The writer envisages the Queen saying: ‘Not for a single moment did I imagine that this solemn and awful duty would one day fall to me.’ It continues: ‘We all know that the dangers facing us today are greater by far than at any time in our long history.’
The disaster planning meeting, known as the Cabinet Wintex-Cimex 83 Committee exercise, came in the spring of 1983 against a backdrop of worsening US-Russian relations and tit-for-tat battles on each side.
It was the year that US President Ronald Reagan described the Soviets as the ‘evil empire’, deployed medium-range nuclear missiles to Europe and began the Star Wars project.
A Nato military exercise codenamed Able Archer nearly led to actual war when the Soviet Union became convinced it was a genuine attack. The Queen’s words were imagined to be broadcast at noon on Friday, March 4, 1983.

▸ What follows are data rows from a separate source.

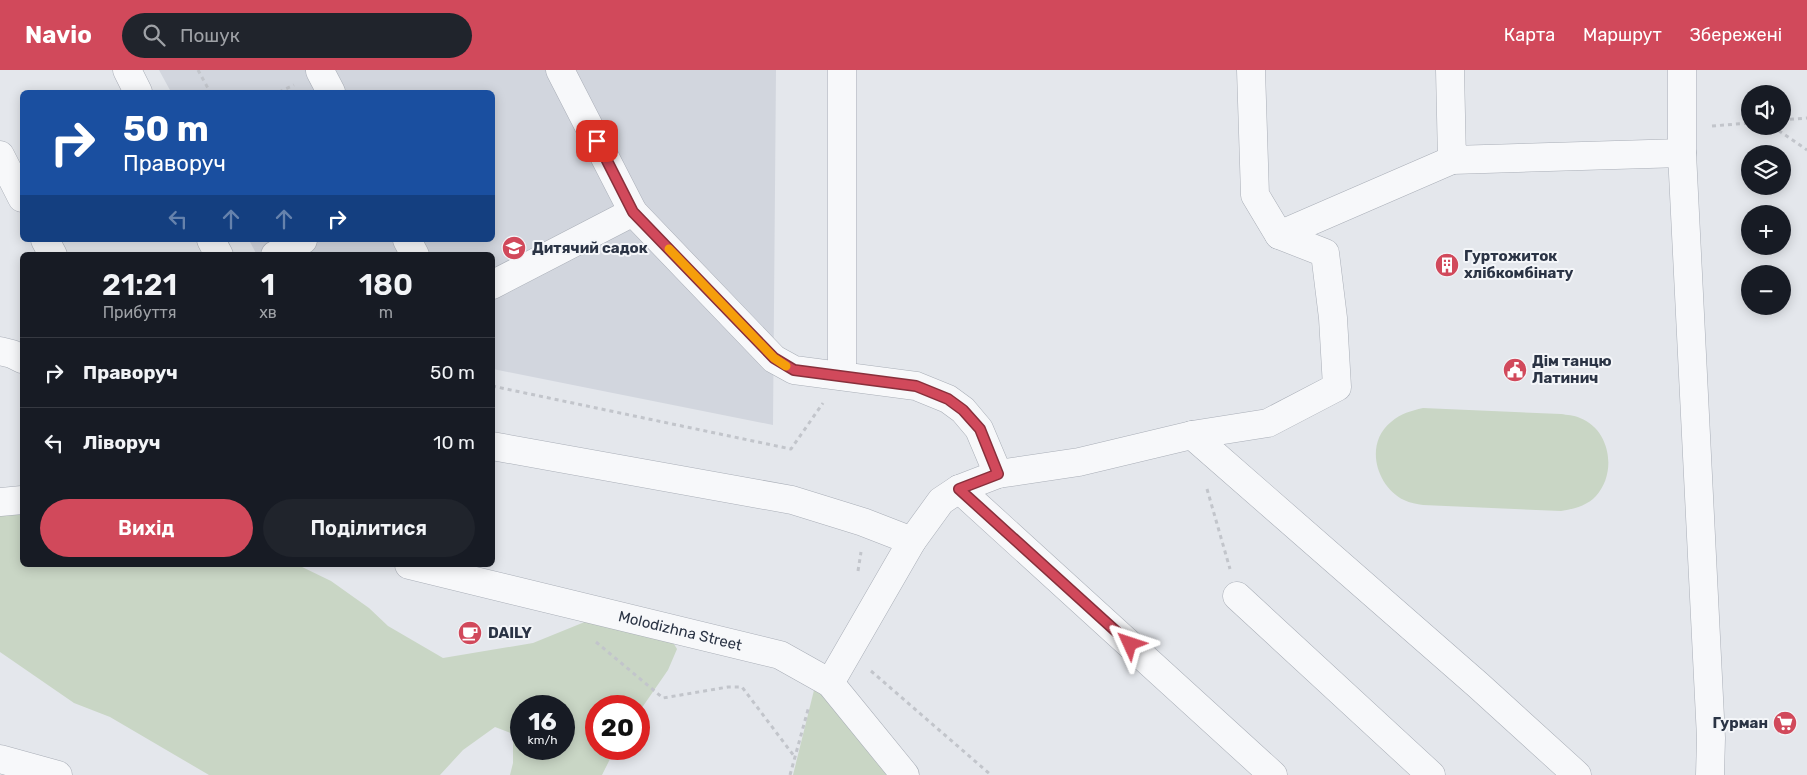 <!DOCTYPE html>
<html lang="uk">
<meta charset="utf-8">
<style>
body{margin:0;font-family:Rubik,sans-serif;background:#20242c;color:#f1f3f6;height:100vh;display:flex;flex-direction:column;font-size:19px;white-space:nowrap}
*{box-sizing:border-box;margin:0}
p{font-size:16px;color:#9ea1a6}
.icon{flex:none;width:28px;height:28px;fill:none;stroke:currentColor;stroke-width:2;stroke-linecap:round;stroke-linejoin:round}
.map{position:relative;flex:1;overflow:hidden}
.side{position:absolute;left:20px;top:182px;width:475px;height:315px;display:flex;flex-direction:column;background:#171b24;border-radius:8px;box-shadow:0 2px 12px #0003}
.side>*{flex:none}
.hud{position:absolute;left:20px;top:20px;width:475px;height:152px;border-radius:8px;box-shadow:0 2px 12px #0003;background:#1a4fa0;color:#fff;overflow:hidden}
.buttons{position:absolute;left:1741px;top:15px;display:grid;gap:10px}
.buttons a{display:grid;place-items:center;width:50px;height:50px;border-radius:50%;background:#171b24;box-shadow:0 2px 12px #0003;font-size:25px}
.speed{position:absolute;left:510px;top:625px;display:flex;gap:10px;font-size:25px;font-weight:700;text-align:center}
.speed>*{display:grid;place-content:center;width:65px;height:65px;border-radius:50%;background:#171b24;box-shadow:0 2px 12px #0003;line-height:1}
.speed small{font-size:12px;font-weight:400}
.speed .limit{border:8px solid #d22;background:#fff;color:#111}
.pin{position:absolute;display:grid;place-items:center;width:42px;height:42px;color:#fff;margin:-21px;border-radius:10px;box-shadow:0 2px 8px #0006}
.me{position:absolute;width:55px;margin:-28px;rotate:312deg;stroke-linejoin:round;filter:drop-shadow(0 0 4px #0008)}
.turn{display:flex;align-items:center;gap:18px;height:105px;padding:0 20px;font-size:22px}
.turn .icon{width:65px;height:65px;stroke-width:2.5}
.turn b{display:block;font-size:35px;line-height:42px}
.lanes{display:flex;align-items:center;height:48px;padding:0 20px;background:#0003;justify-content:center;gap:25px;direction:ltr}
.lanes .off{opacity:.35}
.eta{display:flex;justify-content:space-evenly;align-items:center;height:85px;text-align:center}
.eta b{font-size:30px;font-weight:600;line-height:35px}
.primary-button{display:flex;gap:10px;margin-top:auto;padding:10px 20px}
.primary-button a{flex:1;height:58px;border-radius:30px;background:#d1495b;color:#fff;font-size:20px;font-weight:600;line-height:58px;text-align:center}
.primary-button a+a{background:#20242c;color:#f1f3f6}
ul{padding:0;list-style:none}
li{display:flex;align-items:center;gap:15px;height:70px;padding:0 20px;border-top:1px solid #363941}
li div{flex:1}
li b{display:block;font-size:19px}
li em{font-style:normal}
header{display:flex;align-items:center;gap:30px;box-sizing:border-box;height:70px;padding:0 25px;background:#d1495b;color:#fff}
header strong{font-size:24px}
nav{display:flex;gap:28px;margin-inline-start:auto;font-size:18px}
.search{width:350px;height:45px;background:#20242c;display:flex;align-items:center;gap:12px;box-sizing:border-box;padding:0 18px;border-radius:28px;color:#9ea1a6;font-size:19px}
.map>svg:first-child{display:block}
.built{fill:#d2d6de}
.green{fill:#c9d6c5;fill-rule:evenodd}
.lines{fill:none;stroke-linecap:round;stroke-linejoin:round}
.minor-casing{stroke:#a9aeb7;stroke-width:29}
.path{stroke:#c2c5cb;stroke-width:3;stroke-dasharray:4 4;stroke-linecap:butt}
.minor{stroke:#f7f8fa;stroke-width:28}
.route-casing{stroke:#882f3b;stroke-width:12}
.route{stroke:#d1495b;stroke-width:9}
.slow{stroke:#f59e0b;stroke-width:9}
.labels{text-anchor:middle;stroke-width:4;stroke-linejoin:round;paint-order:stroke}
.poi-label{font-size:15px;font-weight:bold;fill:#2b3445;stroke:#f4f6f9;text-anchor:start}
.street-label{font-size:15px;fill:#2b3445;stroke:#f4f6f9}
</style>
<header>
<strong>Navio</strong>
<div class="search"><svg class="icon" aria-label="search" viewBox="0 0 24 24"><circle cx="10" cy="10" r="6"/><path d="M15 15l6 6"/></svg>Пошук</div>
<nav><a>Карта</a><a>Маршрут</a><a>Збережені</a></nav>
</header>
<div class="map">
<svg width="1807" height="705" viewBox="0 0 1807 705">
<rect width="100%" height="100%" fill="#e4e7ec"/>
<!-- built -->
<polygon class="built" points="159,0 776,0 773,355 493,299 492,185 257,185 249,170 492,170 492,22 171,22"/>
<!-- green -->
<g class="green">
<path d="M 1423,338 L 1561,344 C 1567,345 1574,345 1580,348 C 1611,360 1617,403 1596,426 C 1587,436 1573,439 1561,441 L 1423,435 C 1417,434 1410,433 1404,430 C 1376,416 1364,374 1391,352 C 1401,343 1411,341 1423,338 Z"/>
<path d="M 22,443 L 22,495 L 298,495 L 331,511 L 369,538 L 388,556 L 443,588 L 533,573 L 592,549 L 663,556 L 677,579 L 668,600 L 639,642 L 639,636 L 596,636 L 596,679 L 615,679 L 602,705 L 510,705 L 513,693 L 513,664 L 495,657 L 463,680 L 440,705 L 209,705 L 110,647 L 74,633 L 0,582 L 0,445 ZM 521,636 L 564,636 L 564,679 L 521,679 Z"/>
<polygon points="817,608 900,705 793,705"/>
</g>
<g class="lines">
<!-- minor casing -->
<g class="minor-casing">
<g id="minor">
<polyline points="127,0 138,22"/>
<polyline points="842,0 842,306"/>
<polyline points="1450,0 1452,90 1682,83"/>
<polyline points="1682,0 1682,83 1711,668 1710,705"/>
<polyline points="320,1 331,22"/>
<polyline points="0,85 22,128"/>
<polyline points="633,142 774,289 794,300 916,316 948,329 963,340 979,359 998,404"/>
<polyline points="1279,165 1452,90"/>
<polyline points="45,170 53,185"/>
<polyline points="211,170 219,185"/>
<polyline points="407,170 415,185"/>
<polyline points="275,185 303,170"/>
<polyline points="492,215 633,142 560,0"/>
<polyline points="0,281 12,284 22,289"/>
<polyline points="1192,365 1478,615 1577,705"/>
<polyline points="492,376 792,430 863,452 912,471"/>
<polyline points="959,419 1273,705"/>
<polyline points="0,432 22,430"/>
<path id="s1" d="M 409,495 L 780,585 L 830,613 L 905,705"/>
<polyline points="1237,526 1431,705"/>
<polyline points="830,613 912,471 941,431 959,419 998,404 1079,392 1192,365 1268,353 1337,317 1333,248 1325,183 1279,165 1255,125 1251,0"/>
<polyline points="0,689 58,705"/>
</g>
</g>
<!-- path -->
<g class="path">
<polyline points="198,0 210,22"/>
<polyline points="279,22 294,15"/>
<polyline points="1782,50 1807,48"/>
<polyline points="1712,56 1750,53"/>
<polyline points="1772,56 1807,80"/>
<polyline points="492,316 791,379 823,333"/>
<polyline points="1207,419 1230,499"/>
<polyline points="858,501 861,482"/>
<polyline points="596,572 663,628 728,617 742,617 794,686"/>
<polyline points="871,601 991,705"/>
<polyline points="790,705 809,636"/>
</g>
<!-- minor -->
<use href="#minor" class="minor"/>
</g>
<g class="lines">
<!-- route casing -->
<g class="route-casing">
<polyline id="route" points="597,71 633,142 774,288 794,300 916,316 948,329 963,340 980,359 998,404 959,419 1130,574"/>
</g>
<!-- route -->
<use href="#route" class="route"/>
<!-- slow -->
<polyline class="slow" points="669,179 774,288 786,296"/>
</g>
<!-- icons -->
<defs>
<g id="school-disc" transform="scale(1.25)"><circle r="9.5" fill="#d1495b" stroke="#f4f6f9"/><path d="M0-5L7-2L0 1L-7-2ZM-4 1L0 2.5L4 1V4Q0 6-4 4Z" fill="#fff"/></g>
<g id="building-disc" transform="scale(1.25)"><circle r="9.5" fill="#d1495b" stroke="#f4f6f9"/><path d="M-4-6H4V6H1V3H-1V6H-4ZM-2.5-4.3h1.7v1.8h-1.7ZM.8-4.3h1.7v1.8H.8ZM-2.5-1h1.7V.8h-1.7ZM.8-1h1.7V.8H.8Z" fill="#fff"/></g>
<g id="civic-disc" transform="scale(1.25)"><circle r="9.5" fill="#d1495b" stroke="#f4f6f9"/><path d="M-.6-6.5H3V-4.5H.6V-3L4-1V1h2V6H-6V1h2V-1L-.6-3ZM-1.2 2.5V6h2.4V2.5Z" fill="#fff"/></g>
<g id="cafe-disc" transform="scale(1.25)"><circle r="9.5" fill="#d1495b" stroke="#f4f6f9"/><path d="M-5.5-4.5H6V0H3Q3 3.5 0 3.5H-2.5Q-5.5 3.5-5.5 0ZM3-3.2v2h1.7v-2ZM-6 4.5H4V6H-6Z" fill="#fff"/></g>
<g id="supermarket-disc" transform="scale(1.25)"><circle r="9.5" fill="#d1495b" stroke="#f4f6f9"/><path d="M-6-5.5h2.5l.6 2H6L4.5 2H-2.5L-4.4-4H-6ZM-1.5 3.2a1.3 1.3 0 1 0 .1 0ZM3 3.2a1.3 1.3 0 1 0 .1 0Z" fill="#fff"/></g>
</defs>
<g fill-rule="evenodd">
<use href="#school-disc" x="514" y="178"/>
<use href="#building-disc" x="1447" y="195"/>
<use href="#civic-disc" x="1515" y="300"/>
<use href="#cafe-disc" x="470" y="563"/>
<use href="#supermarket-disc" x="1785" y="653"/>
</g>
<g class="labels">
<!-- poi labels -->
<g class="poi-label">
<text x="532" y="183">Дитячий садок</text>
<text x="1464" y="191">Гуртожиток<tspan x="1464" dy="17">хлібкомбінату</tspan></text>
<text x="1532" y="296">Дім танцю<tspan x="1532" dy="17">Латинич</tspan></text>
<text x="488" y="568">DAILY</text>
<text x="1768" y="658" text-anchor="end">Гурман</text>
</g>
<!-- street labels -->
<g class="street-label">
<text dy="5" stroke="none"><textPath href="#s1" startOffset="279">Molodizhna Street</textPath></text>
</g>
</g>
</svg>
<div class="buttons">
<a><svg class="icon" aria-label="sound" viewBox="0 0 24 24"><path d="M4 9h4l5-4v14l-5-4H4zM17 9q2 3 0 6"/></svg></a>
<a><svg class="icon" aria-label="layers" viewBox="0 0 24 24"><path d="M12 4l9 5-9 5-9-5zM3 14l9 5 9-5"/></svg></a>
<a>+</a>
<a>−</a>
</div>
<div class="speed"><div>16<small>km/h</small></div><div class="limit">20</div></div>
<div class="pin" style="left:597px;top:71px;background:#d93025"><svg class="icon" aria-label="arrive" viewBox="0 0 24 24"><path d="M6 21V4h12l-3 4 3 4H6"/></svg></div>
<svg class="me" style="left:1130px;top:574px" viewBox="-20 -20 40 40"><path d="M0-17L14 15 0 8-14 15z" fill="#d1495b" stroke="#fff" stroke-width="4"/></svg>
<div class="hud">
<div class="turn"><svg class="icon" aria-label="right" viewBox="0 0 24 24"><path d="M7 20v-9h11M14 6l5 5-5 5"/></svg><div><b>50 m</b>Праворуч</div></div>
<div class="lanes"><svg class="icon off" aria-label="left" viewBox="0 0 24 24"><path d="M17 20v-9H6M10 6l-5 5 5 5"/></svg><svg class="icon off" aria-label="ahead" viewBox="0 0 24 24"><path d="M12 20V5M6 11l6-6 6 6"/></svg><svg class="icon off" aria-label="ahead" viewBox="0 0 24 24"><path d="M12 20V5M6 11l6-6 6 6"/></svg><svg class="icon" aria-label="right" viewBox="0 0 24 24"><path d="M7 20v-9h11M14 6l5 5-5 5"/></svg></div>
</div>
<section class="side">
<div class="eta">
<div><b>21:21</b><p>Прибуття</p></div>
<div><b>1</b><p>хв</p></div>
<div><b>180</b><p>m</p></div>
</div>
<ul>
<li><svg class="icon" aria-label="right" viewBox="0 0 24 24"><path d="M7 20v-9h11M14 6l5 5-5 5"/></svg><div><b>Праворуч</b></div><em>50 m</em></li>
<li><svg class="icon" aria-label="left" viewBox="0 0 24 24"><path d="M17 20v-9H6M10 6l-5 5 5 5"/></svg><div><b>Ліворуч</b></div><em>10 m</em></li>
</ul>
<div class="primary-button"><a>Вихід</a><a>Поділитися</a></div>
</section>
</div>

In the exercise, Orange (the Soviet Union and its Warsaw Pact allies) launch a chemical weapons attack on Britain. The Blue forces (Nato) respond with a ‘limited yield’ nuclear strike forcing the Orange bloc to offer peace. The civil servants even thought up what the Prime Minister would say. A participant writes a speech for Margaret Thatcher saying: ‘We wanted peace and strove to achieve it. ‘We are the victims of an unprovoked attack and, with our allies, we will fight back.’